Mais enfin, la délivrance a sonné : pour la première fois depuis 18 mois, la Chine a accordé des licences à des jeux vidéo étrangers. Le feu est donc vert pour 44 d’entre eux. Si le blocus était levé depuis le mois d’avril dernier, aucun opus extérieur à la Chine n’avait encore obtenu de licence. Jusqu’à cette semaine.
La Chine s’assouplit
La Chine et les jeux vidéo, c’est une histoire houleuse. Le gouvernement boude régulièrement le marché, pour finalement changer d’avis après plusieurs mois. C’était déjà le cas en 2018 quand le système d’approbation des jeux vidéo a cessé de fonctionner… Pour repartir de plus bel neuf mois plus tard. Cette fois, le blocus aura duré dix-huit mois. Et cela n’a pas fait les affaires des acteurs du marché du jeu vidéo.

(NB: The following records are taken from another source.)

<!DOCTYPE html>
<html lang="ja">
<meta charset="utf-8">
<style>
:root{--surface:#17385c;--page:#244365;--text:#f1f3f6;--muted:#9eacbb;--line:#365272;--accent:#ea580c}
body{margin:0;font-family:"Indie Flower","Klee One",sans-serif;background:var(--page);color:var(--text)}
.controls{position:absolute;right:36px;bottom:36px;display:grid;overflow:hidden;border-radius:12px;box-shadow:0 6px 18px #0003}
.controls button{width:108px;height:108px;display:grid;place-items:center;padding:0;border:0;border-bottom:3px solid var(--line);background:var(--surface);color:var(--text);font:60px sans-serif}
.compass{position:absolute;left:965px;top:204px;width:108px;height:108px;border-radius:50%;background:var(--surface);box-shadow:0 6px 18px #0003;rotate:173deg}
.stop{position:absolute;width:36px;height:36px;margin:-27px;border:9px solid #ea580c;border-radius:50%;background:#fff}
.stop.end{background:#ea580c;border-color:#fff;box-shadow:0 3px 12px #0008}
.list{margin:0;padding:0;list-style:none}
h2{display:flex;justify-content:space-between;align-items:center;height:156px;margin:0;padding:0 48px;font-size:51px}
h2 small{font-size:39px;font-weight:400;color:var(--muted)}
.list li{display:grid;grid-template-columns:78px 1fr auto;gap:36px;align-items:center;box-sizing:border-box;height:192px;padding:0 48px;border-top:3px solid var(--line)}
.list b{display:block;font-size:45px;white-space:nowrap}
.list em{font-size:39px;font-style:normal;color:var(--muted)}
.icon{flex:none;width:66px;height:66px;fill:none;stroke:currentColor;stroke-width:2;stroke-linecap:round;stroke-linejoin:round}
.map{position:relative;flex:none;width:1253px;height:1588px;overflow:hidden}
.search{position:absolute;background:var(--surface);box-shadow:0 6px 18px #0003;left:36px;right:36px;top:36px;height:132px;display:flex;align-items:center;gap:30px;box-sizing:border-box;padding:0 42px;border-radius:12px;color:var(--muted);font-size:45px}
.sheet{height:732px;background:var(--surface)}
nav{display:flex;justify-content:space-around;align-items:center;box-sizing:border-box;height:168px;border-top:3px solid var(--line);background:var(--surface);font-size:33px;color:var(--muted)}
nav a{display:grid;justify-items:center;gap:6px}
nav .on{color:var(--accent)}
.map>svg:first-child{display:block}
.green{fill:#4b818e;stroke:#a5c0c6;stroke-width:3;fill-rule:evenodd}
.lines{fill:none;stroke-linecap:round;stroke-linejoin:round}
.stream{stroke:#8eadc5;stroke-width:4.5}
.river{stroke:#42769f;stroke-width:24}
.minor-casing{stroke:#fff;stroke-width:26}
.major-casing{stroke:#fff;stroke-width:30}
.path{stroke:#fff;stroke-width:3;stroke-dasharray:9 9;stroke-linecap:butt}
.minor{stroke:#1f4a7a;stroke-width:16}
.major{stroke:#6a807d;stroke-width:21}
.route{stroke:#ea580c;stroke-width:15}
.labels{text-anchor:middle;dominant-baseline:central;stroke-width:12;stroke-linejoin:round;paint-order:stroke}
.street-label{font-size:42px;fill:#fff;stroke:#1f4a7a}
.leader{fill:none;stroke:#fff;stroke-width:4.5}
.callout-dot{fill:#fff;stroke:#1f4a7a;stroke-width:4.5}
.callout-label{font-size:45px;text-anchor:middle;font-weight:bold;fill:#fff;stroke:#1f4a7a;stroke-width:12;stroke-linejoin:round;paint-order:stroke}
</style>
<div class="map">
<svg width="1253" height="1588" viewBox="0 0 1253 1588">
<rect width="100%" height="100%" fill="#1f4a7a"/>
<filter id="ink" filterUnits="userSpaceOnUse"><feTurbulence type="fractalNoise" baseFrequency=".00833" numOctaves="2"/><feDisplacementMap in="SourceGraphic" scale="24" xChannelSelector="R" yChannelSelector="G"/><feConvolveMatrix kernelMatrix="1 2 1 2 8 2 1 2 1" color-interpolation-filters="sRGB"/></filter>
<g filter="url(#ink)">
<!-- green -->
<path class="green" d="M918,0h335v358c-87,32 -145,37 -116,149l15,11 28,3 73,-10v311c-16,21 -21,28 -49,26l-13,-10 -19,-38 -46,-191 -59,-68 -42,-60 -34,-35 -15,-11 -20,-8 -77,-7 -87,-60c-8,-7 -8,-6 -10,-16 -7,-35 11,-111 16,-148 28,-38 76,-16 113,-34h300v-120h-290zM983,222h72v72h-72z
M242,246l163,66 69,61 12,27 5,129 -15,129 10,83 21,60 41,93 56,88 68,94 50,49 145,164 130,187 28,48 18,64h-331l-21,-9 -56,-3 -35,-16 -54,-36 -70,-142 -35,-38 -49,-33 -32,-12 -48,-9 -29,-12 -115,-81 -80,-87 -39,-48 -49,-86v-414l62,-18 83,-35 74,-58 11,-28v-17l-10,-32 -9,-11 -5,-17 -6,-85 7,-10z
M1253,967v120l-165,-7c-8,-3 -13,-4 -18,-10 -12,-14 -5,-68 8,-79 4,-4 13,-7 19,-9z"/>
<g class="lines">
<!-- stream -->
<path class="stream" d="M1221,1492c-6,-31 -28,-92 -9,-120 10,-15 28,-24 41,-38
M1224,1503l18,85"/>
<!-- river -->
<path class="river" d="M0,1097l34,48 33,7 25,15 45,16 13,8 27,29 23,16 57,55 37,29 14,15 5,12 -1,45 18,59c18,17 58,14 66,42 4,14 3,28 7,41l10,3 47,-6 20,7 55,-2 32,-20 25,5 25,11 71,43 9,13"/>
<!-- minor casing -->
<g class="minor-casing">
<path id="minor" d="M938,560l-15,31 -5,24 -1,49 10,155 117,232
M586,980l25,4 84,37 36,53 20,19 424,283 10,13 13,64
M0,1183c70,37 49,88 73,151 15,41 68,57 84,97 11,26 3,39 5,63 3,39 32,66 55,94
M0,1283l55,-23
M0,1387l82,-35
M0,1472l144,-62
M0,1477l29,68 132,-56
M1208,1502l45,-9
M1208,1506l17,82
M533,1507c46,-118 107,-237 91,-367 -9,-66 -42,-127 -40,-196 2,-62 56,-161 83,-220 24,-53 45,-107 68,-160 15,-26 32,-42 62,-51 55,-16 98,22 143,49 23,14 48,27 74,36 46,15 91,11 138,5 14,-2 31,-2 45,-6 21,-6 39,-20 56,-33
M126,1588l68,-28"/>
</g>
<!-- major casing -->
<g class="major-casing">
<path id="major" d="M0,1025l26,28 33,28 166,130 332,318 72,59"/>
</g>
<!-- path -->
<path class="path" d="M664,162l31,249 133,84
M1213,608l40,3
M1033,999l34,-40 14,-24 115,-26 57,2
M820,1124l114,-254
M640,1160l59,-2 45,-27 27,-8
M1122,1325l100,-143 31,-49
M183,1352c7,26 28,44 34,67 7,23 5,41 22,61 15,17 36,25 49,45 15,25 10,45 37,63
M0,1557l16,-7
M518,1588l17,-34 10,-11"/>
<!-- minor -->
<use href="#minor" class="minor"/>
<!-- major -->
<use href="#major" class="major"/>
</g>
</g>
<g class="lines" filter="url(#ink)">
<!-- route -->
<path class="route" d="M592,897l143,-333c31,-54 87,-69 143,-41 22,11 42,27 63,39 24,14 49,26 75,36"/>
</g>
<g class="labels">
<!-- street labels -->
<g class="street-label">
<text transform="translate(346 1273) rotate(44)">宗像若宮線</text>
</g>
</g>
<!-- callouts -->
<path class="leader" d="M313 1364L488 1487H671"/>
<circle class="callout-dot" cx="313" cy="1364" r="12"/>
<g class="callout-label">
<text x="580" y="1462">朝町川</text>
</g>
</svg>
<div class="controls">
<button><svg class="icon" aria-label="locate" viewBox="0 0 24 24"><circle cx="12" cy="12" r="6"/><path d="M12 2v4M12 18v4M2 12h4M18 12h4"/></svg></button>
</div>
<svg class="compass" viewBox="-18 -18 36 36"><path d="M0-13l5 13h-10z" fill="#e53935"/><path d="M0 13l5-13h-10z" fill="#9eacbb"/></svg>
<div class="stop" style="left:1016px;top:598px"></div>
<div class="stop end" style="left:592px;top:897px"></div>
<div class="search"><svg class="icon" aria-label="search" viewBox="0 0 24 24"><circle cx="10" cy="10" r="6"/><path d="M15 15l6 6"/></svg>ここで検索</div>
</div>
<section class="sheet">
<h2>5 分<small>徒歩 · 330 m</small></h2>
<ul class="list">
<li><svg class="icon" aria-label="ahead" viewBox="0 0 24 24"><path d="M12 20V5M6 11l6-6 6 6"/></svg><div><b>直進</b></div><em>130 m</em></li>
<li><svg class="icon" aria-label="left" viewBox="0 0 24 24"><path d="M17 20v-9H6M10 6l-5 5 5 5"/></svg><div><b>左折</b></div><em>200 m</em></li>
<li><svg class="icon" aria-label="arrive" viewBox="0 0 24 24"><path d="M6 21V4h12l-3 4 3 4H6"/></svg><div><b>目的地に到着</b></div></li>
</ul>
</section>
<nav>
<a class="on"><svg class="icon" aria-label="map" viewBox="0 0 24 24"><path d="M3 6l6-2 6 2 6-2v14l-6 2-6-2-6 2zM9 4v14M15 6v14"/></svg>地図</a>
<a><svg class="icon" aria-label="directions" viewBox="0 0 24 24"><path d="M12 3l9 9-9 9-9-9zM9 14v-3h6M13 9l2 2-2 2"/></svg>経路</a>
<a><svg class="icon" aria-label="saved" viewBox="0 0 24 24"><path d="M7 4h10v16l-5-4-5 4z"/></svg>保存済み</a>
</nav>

Parmi les divers jeux étrangers qui ont (enfin) obtenu l’aval du gouvernement chinois, on retrouve Pokemon Unite ainsi que Valorant. Tencent, actionnaire des éditeurs de Fortnite ou encore League of Legends, montre patte blanche au gouvernement depuis un moment. Ainsi, il dévoilait un système de reconnaissance faciale en juillet 2021, afin de respecter les règles imposées. De ce fait, l’entreprise se voit accordée six licences par la Chine.
De leur côté, CD Projekt, Klei Entertainment, XD et iDreamSky ne s’en sortent pas trop mal non plus. Si nous n’avons pas les titres exacts concernés, on sait que ces éditeurs ont reçu des autorisations de commercialisation par le gouvernement. Enfin, la Chine a accordé 83 licences à des jeux vidéo conçus par des studios de chez eux.
Si ces accords de licence sont de bonnes nouvelles pour le marché, rien n’est encore gagné. Les gamers ne sont pas les mieux lotis en Chine. En effet, il y a de nombreuses restrictions pour limiter l’effet jugé néfaste de ces derniers.
Tout d’abord, les mineurs chinois ne peuvent plus jouer que trois heures par semaine. Pire : uniquement le week-end et une heure par jour. Depuis l’année dernière, les joueurs de moins de 16 ans ne peuvent plus diffuser leurs parties de jeux vidéo lors de livestream en Chine.